The relatively cold weather the past few weeks especially has put the thaw in northern Maine on hold as nighttime sub-freezing temperatures have helped preserve ice two or three feet thick in Aroostook County — helping hardy residents in the Sinclair area to carve out possibly the world’s largest ice carousel on Long Lake on April 7.

The extended chill prompted some anglers to lobby state officials to extend the ice-fishing season in remote portions of western and northern Maine, where ice-fishing season closes at the end of March. Ice fishing is permitted as long as conditions will allow in Androscoggin, Kennebec, southern Oxford and southern Penobscot counties, as well as those along the coast.

Rich Yvon, who owns and operates Twin Maple Outdoors guide service in Bradford, said he has not encountered any early ice-outs up north, where he exclusively leads trips.
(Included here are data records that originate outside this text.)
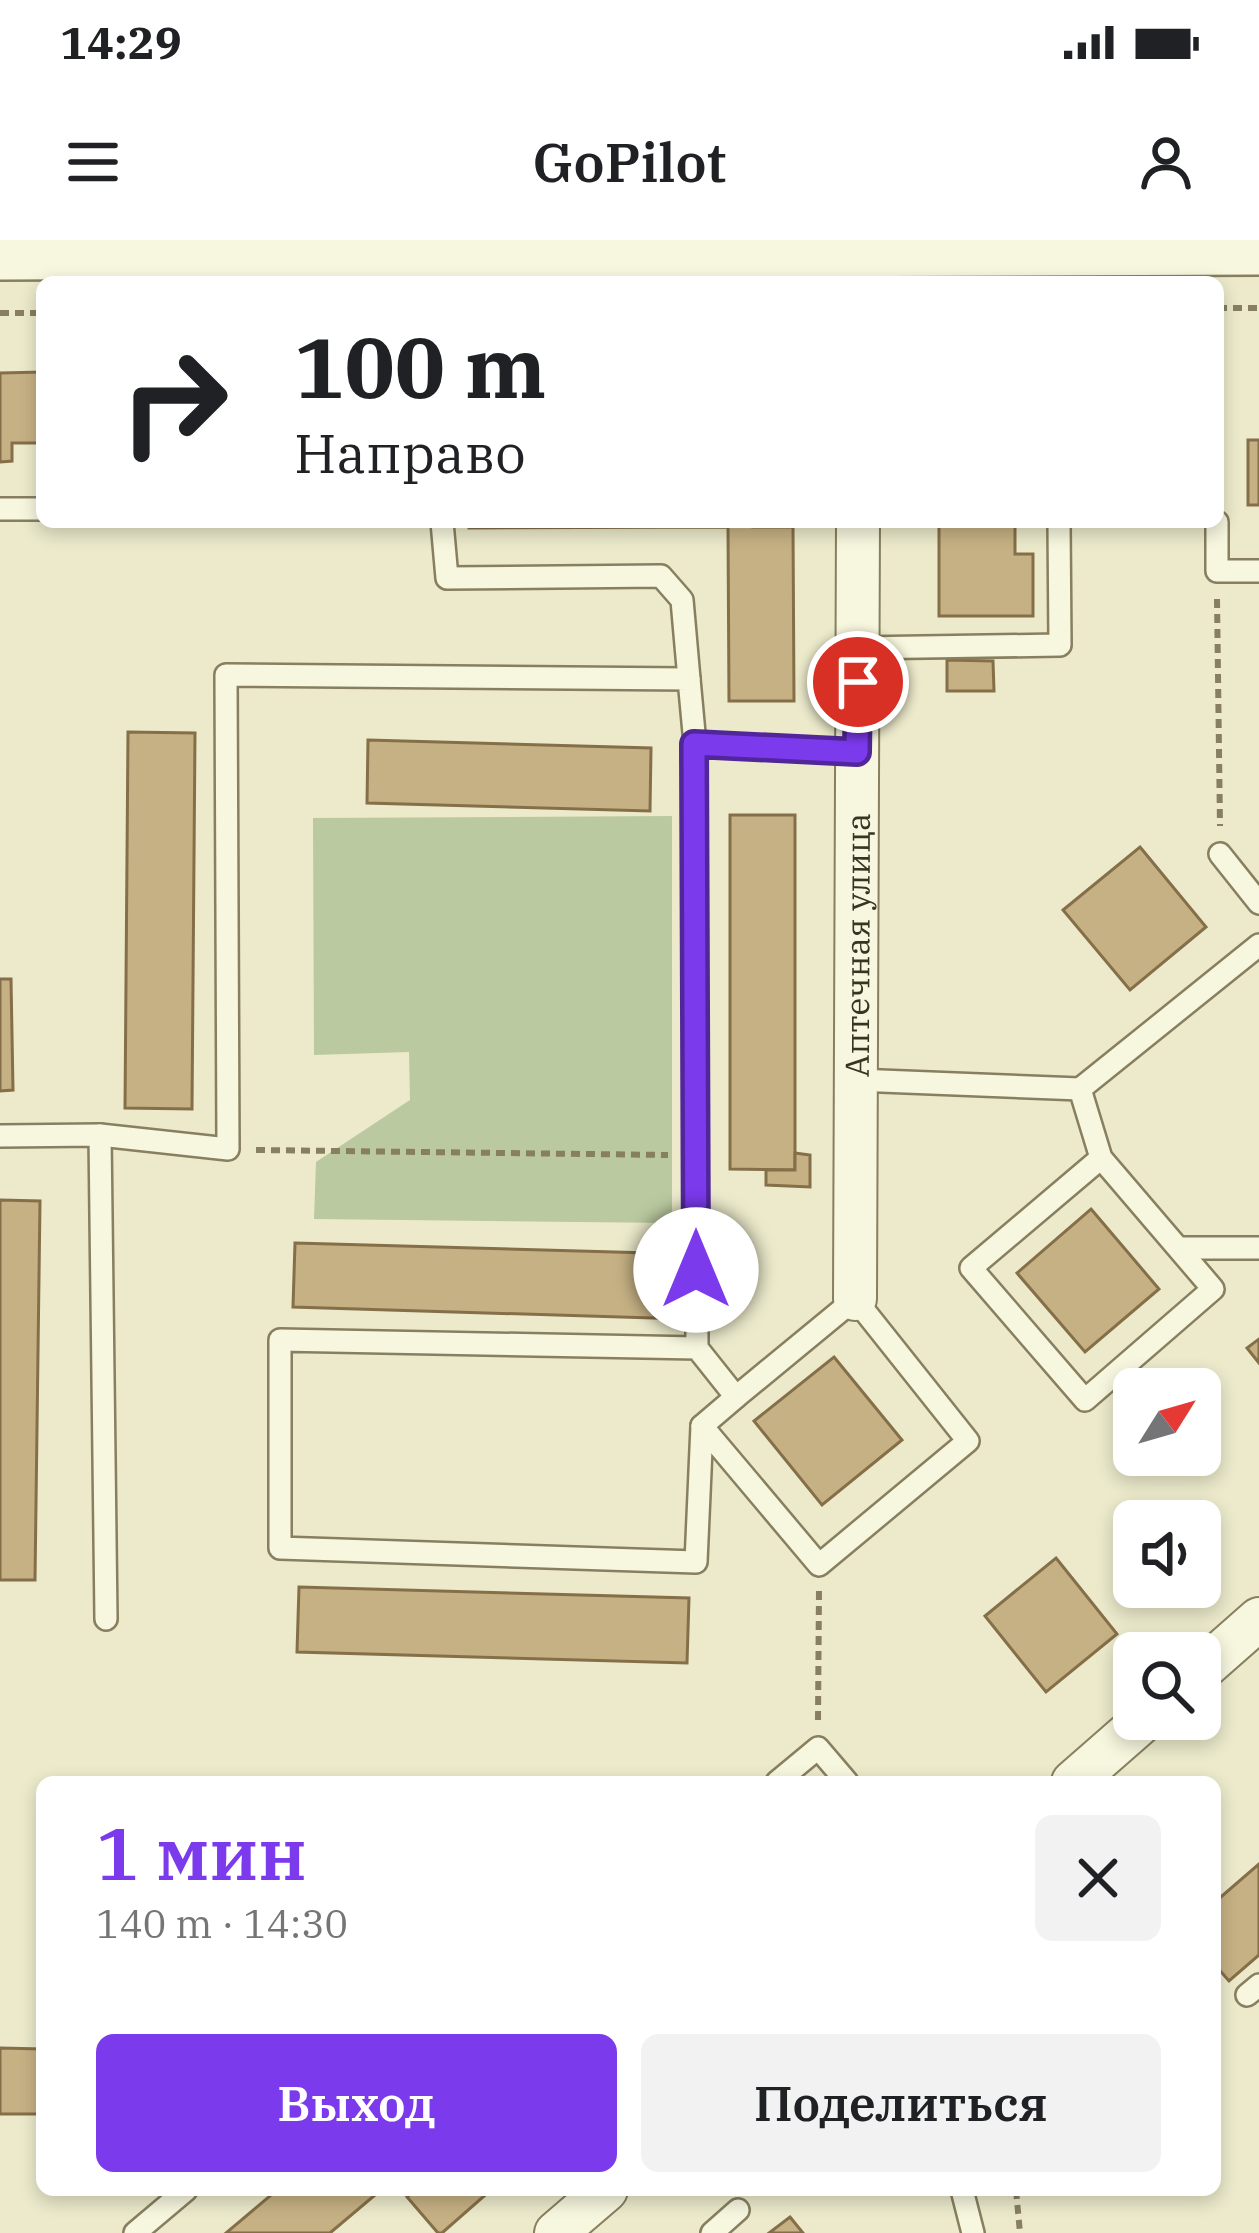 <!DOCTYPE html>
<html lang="ru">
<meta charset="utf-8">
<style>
body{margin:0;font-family:"IBM Plex Serif",serif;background:#f2f2f2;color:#202124;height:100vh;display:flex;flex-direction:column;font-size:45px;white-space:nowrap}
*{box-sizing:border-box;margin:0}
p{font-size:39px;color:#757577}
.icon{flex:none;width:66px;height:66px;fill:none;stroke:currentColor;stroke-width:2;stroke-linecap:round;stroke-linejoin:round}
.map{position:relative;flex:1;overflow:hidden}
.side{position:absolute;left:36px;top:1536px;width:1185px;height:420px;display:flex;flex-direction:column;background:#fff;border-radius:18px;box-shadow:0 6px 18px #0003}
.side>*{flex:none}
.guide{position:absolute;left:36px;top:36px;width:1188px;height:252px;border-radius:18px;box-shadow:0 6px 18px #0003;background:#fff;color:#202124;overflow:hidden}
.needle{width:78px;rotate:53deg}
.fabs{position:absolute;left:1113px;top:1128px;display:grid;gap:24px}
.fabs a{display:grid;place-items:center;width:108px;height:108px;border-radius:18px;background:#fff;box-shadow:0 6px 18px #0003;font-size:60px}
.pin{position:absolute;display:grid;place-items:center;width:102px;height:102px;color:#fff;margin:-51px;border:6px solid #fff;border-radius:50%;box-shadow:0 3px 12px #0007}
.me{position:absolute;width:132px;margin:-66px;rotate:0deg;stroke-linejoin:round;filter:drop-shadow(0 0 9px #0008)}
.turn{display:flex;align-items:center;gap:42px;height:252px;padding:0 60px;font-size:54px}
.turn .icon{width:156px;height:156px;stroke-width:2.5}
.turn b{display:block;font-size:84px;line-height:102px}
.round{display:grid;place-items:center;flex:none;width:126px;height:126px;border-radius:18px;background:#f2f2f2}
.overview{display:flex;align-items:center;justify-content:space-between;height:204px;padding:0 60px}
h1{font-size:72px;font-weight:600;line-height:90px;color:#7c3aed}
.action{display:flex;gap:24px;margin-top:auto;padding:24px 60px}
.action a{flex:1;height:138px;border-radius:18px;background:#7c3aed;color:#fff;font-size:48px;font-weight:600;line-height:138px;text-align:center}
.action a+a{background:#f2f2f2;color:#202124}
.status{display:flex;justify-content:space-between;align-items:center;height:84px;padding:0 60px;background:#fff;direction:ltr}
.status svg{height:33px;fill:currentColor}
header{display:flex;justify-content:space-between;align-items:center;height:156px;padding:0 60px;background:#fff;font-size:54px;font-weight:600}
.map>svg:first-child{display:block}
.green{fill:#bac99f}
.building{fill:#c6b184;stroke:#846f48;stroke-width:3}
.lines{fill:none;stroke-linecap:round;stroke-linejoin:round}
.service-casing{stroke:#877f60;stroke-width:26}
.minor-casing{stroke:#877f60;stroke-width:46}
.tertiary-casing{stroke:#877f60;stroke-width:56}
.path{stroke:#877f60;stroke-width:6;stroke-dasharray:9 6;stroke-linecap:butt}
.service{stroke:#f7f6de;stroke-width:21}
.minor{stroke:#f7f6de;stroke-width:42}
.tertiary{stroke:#f7f6de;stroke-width:51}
.route-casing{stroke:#51269a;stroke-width:30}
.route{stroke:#7c3aed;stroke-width:21}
.labels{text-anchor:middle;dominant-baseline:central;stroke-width:9;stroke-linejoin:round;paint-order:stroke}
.street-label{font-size:33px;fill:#393322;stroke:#f4f3da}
</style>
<div class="status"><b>14:29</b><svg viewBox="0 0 49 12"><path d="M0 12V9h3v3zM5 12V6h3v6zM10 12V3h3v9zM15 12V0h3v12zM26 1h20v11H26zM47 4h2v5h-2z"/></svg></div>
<header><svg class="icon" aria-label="menu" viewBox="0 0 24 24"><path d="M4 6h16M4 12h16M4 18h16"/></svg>GoPilot<svg class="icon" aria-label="person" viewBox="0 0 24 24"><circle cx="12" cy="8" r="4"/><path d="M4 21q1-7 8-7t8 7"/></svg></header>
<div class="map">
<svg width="1259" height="1993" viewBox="0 0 1259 1993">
<rect width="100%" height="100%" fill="#eceacb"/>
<path class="green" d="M672,576V983L314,979L316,922L410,860L409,812L314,815L313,578Z"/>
<g class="building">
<path d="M42,132V203H12V221L0,222V133Z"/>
<rect x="1248" y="200" width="11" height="65"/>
<path d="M469,282H753V287H793L794,461H729L728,287L469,288Z"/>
<path d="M939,282H1015V314H1033V376H939Z"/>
<path d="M947,420L993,421L994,451H947Z"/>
<path d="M128,492L195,493L192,869L125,868Z"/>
<path d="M368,500L651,508L650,571L367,563Z"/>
<path d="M730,575H795V930L730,929Z"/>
<path d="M1140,607L1206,687L1130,750L1063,670Z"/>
<path d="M0,739H11L13,850L0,851Z"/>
<path d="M795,913L810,915V947L766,945V930H795Z"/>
<path d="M0,960L40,961L35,1340H0Z"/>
<path d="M1091,969L1159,1049L1085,1112L1017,1033Z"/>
<path d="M295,1003L685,1014L684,1079L293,1067Z"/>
<path d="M1259,1099V1123L1247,1108Z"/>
<path d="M834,1117L902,1200L822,1265L754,1181Z"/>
<path d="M1056,1318L1117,1394L1046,1452L985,1376Z"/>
<path d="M299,1347L689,1358L687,1423L297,1412Z"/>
<path d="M1259,1624V1715L1229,1741L1215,1725V1662Z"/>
<path d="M0,1808L42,1809V1874H0Z"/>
<path d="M277,1950H381L330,1993H226Z"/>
<path d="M415,1950H491L442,1993H438L407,1957Z"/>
<path d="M790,1977L803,1993H769Z"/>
</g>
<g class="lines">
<defs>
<g id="service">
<path d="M0,269H42"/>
<path d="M442,282L447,338L661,336L682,360L689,439"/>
<path d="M1217,282V331H1259"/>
<path d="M858,408L1060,405L1059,282"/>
<path d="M695,504L697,1108L736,1157L702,1186L696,1322L280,1308V1100L697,1108"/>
<path d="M1220,614L1259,663"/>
<path d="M856,840L1080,849L1101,918L1213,1049L1085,1160L971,1028L1101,918"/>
<path d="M1080,849L1259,705"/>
<path d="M100,895L106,1379"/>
<path d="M0,896L100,895L228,909L226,435L689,439L695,504L857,512"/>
<path d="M1179,1008H1259"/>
<path d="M702,1186L819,1325L968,1201L855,1059L736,1157"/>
<path d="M777,1542L818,1508L847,1542"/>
<path d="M1247,1755L1259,1745"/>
<path d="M962,1950L973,1993"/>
<path d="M135,1993L186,1950"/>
<path d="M712,1993L738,1970"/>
</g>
<g id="minor">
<path id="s1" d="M855,1059L858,282"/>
<path d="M1200,1431L1259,1379"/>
<path d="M1073,1542L1145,1479"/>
<path d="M556,1993L606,1950"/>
</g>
<path id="tertiary" d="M0,14L1259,9"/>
</defs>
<use href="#service" class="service-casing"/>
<use href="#minor" class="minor-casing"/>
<use href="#tertiary" class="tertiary-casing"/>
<g class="path">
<path d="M1218,68H1259"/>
<path d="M0,73H42"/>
<path d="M1217,359L1220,586"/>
<path d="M256,910L668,915"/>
<path d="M818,1480L819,1349"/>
<path d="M1016,1950L1020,1993"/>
</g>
<use href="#service" class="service"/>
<use href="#minor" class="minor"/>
<use href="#tertiary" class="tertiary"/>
</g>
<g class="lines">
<defs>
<path id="route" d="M696,1030L694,504L857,512L858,442"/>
</defs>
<use href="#route" class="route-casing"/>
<use href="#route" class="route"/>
</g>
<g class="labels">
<g class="street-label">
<text stroke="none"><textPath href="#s1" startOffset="354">Аптечная улица</textPath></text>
</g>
</g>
</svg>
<div class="fabs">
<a><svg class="needle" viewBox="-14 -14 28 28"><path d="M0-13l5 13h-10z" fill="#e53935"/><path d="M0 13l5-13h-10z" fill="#757577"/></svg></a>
<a><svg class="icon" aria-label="sound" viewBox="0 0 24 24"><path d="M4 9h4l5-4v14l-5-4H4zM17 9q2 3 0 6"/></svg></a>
<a><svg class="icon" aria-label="search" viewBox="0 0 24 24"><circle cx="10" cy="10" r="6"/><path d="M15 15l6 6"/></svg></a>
</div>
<div class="pin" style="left:858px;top:442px;background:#d93025"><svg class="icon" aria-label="arrive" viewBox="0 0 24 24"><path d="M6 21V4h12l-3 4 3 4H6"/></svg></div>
<svg class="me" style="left:696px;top:1030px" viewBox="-20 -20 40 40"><circle r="19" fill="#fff"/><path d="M0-13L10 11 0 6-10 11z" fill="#7c3aed"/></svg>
<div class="guide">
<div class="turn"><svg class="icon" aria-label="right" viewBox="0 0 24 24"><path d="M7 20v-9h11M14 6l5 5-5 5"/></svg><div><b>100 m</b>Направо</div></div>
</div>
<section class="side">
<div class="overview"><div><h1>1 мин</h1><p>140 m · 14:30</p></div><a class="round"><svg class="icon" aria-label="close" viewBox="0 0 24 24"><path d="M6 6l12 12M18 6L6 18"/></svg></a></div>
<div class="action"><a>Выход</a><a>Поделиться</a></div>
</section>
</div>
“We had plenty of ice coming into April,” Yvon said. “If anything, it is [happening] later.”

Yvon said anglers in 2017 successfully petitioned the state to extend the northern ice-fishing season because of that spring’s continued chill. This spring, a similar lobbying effort failed to pan out.

“They should have done it [again] this year, but they didn’t,” he said.

Gordon “Nels” Kramer, a state fisheries biologist who works out of the Department of Inland Fisheries and Wildlife office in Enfield, said Wednesday that lots of lakes in Maine still are frozen in. The ice on Cold Stream Pond in Enfield, he said, is two feet thick.

If the climate keeps warming to the point that it begins melting most Maine lakes even in the dead of winter, he predicted, it won’t happen anytime soon.

“I won’t be here, but that may be possible,” Kramer said.